AVAILABLE DATA Start Marker

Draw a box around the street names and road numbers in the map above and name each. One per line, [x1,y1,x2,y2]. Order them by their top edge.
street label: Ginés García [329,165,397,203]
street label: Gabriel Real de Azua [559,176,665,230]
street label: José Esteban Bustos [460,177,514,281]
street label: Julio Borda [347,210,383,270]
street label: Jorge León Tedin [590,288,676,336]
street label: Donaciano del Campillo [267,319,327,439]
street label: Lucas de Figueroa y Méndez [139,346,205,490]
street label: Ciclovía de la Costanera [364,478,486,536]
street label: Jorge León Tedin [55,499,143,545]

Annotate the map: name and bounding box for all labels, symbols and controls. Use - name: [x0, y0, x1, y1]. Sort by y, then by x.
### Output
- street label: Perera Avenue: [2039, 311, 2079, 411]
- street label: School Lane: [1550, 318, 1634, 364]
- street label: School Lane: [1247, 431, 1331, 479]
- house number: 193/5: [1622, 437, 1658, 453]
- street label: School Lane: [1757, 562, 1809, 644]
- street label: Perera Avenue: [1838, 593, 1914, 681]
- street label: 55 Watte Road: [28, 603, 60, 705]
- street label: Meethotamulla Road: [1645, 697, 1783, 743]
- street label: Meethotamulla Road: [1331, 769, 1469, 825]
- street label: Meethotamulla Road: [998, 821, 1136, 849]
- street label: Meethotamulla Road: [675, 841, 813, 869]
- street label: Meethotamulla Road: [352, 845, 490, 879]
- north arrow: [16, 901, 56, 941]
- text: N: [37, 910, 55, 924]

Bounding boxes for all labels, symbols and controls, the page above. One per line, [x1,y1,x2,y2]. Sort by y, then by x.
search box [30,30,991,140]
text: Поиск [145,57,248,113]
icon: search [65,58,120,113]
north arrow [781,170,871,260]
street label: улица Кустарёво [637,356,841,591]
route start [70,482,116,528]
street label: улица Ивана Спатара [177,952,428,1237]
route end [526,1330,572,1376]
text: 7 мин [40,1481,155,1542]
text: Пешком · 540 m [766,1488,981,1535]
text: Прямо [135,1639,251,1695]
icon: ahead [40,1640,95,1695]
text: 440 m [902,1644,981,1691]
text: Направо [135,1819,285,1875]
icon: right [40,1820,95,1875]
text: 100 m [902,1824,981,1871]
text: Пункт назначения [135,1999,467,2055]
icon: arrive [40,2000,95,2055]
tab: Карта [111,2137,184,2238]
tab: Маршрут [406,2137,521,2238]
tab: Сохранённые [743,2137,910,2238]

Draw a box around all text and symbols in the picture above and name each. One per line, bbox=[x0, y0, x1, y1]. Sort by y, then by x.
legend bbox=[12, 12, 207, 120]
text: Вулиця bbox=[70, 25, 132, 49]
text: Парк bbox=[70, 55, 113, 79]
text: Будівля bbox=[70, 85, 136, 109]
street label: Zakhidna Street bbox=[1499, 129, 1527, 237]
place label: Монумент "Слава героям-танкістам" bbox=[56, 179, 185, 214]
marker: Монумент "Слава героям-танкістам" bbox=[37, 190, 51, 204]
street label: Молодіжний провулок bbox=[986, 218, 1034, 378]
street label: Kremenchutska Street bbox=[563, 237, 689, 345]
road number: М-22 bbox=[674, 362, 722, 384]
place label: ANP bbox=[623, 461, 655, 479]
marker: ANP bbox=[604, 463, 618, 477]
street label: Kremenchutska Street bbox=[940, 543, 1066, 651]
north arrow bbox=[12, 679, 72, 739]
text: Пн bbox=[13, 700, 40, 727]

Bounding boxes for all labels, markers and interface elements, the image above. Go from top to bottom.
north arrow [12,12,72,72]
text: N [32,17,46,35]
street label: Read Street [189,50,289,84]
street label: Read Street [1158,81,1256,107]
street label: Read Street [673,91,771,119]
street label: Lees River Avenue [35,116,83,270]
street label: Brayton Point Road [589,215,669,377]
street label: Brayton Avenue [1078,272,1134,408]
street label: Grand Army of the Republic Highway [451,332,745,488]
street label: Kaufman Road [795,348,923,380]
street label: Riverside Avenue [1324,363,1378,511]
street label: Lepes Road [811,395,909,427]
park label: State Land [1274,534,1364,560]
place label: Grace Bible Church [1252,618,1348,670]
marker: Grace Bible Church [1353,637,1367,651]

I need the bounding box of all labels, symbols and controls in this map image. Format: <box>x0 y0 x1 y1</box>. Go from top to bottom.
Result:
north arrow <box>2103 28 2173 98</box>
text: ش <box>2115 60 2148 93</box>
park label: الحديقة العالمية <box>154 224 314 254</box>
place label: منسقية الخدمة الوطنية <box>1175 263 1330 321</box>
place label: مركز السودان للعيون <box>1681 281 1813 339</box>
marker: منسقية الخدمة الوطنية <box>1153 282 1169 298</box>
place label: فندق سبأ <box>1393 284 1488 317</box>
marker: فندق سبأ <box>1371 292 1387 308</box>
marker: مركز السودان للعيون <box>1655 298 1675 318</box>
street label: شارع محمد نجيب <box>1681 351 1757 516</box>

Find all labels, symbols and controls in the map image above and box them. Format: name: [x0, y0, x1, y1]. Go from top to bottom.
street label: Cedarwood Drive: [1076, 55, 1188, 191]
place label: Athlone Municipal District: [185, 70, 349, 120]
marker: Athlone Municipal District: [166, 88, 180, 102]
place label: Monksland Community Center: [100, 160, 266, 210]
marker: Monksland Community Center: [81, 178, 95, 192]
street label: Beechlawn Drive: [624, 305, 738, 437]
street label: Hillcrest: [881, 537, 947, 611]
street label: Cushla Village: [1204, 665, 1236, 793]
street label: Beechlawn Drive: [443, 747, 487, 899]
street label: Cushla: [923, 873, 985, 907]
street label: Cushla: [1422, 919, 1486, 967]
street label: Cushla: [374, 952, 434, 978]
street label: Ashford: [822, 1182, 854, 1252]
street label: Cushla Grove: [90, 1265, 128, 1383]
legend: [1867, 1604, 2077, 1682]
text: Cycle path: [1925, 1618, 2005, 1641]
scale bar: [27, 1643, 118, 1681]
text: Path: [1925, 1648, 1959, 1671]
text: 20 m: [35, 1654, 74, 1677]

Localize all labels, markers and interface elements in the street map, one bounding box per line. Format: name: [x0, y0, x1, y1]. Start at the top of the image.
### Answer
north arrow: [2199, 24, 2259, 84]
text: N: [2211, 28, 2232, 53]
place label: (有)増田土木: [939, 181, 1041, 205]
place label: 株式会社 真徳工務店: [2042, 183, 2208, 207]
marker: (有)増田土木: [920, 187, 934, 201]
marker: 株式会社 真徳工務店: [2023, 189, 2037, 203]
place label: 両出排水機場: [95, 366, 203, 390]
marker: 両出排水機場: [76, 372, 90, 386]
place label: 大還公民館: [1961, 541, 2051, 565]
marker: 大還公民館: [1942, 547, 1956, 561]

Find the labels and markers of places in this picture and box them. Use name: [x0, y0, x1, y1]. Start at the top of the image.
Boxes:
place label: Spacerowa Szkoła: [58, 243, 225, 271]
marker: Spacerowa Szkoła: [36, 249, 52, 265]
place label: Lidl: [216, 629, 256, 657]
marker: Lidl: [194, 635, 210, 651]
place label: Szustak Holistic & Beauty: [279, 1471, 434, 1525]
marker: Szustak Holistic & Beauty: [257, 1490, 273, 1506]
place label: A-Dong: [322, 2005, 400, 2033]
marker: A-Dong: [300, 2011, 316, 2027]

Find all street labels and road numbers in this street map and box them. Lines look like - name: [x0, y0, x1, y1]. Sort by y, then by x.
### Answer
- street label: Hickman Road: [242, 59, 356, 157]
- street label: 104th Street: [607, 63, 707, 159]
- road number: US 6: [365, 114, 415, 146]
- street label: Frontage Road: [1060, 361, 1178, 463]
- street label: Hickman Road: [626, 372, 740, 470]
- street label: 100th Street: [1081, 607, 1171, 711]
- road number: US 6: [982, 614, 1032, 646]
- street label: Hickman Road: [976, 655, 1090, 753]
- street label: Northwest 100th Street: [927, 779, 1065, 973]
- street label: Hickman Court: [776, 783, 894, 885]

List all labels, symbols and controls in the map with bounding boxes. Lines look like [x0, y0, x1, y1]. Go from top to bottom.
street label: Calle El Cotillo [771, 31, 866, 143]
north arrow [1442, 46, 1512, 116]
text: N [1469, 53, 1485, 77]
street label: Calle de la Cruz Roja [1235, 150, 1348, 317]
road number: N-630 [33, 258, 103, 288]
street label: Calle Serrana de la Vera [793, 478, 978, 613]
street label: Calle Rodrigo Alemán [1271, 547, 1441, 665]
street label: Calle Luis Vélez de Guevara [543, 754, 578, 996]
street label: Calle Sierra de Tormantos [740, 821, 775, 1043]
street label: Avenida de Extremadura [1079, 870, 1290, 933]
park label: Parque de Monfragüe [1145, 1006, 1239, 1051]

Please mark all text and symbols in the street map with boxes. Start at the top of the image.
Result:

AVAILABLE DATA End Marker

### WORK INSTRUCTIONS
Locate the string "this" in the listing above and copy every line where it occurs.

### ANSWER FOR THE TASK
I need the bounding box of all labels, symbols and controls in this map image. Format: <box>x0 y0 x1 y1</box>. Go from top to bottom.
Find the labels and markers of places in this picture and box them. Use name: [x0, y0, x1, y1]. Start at the top of the image.
Find all street labels and road numbers in this street map and box them. Lines look like - name: [x0, y0, x1, y1]. Sort by y, then by x.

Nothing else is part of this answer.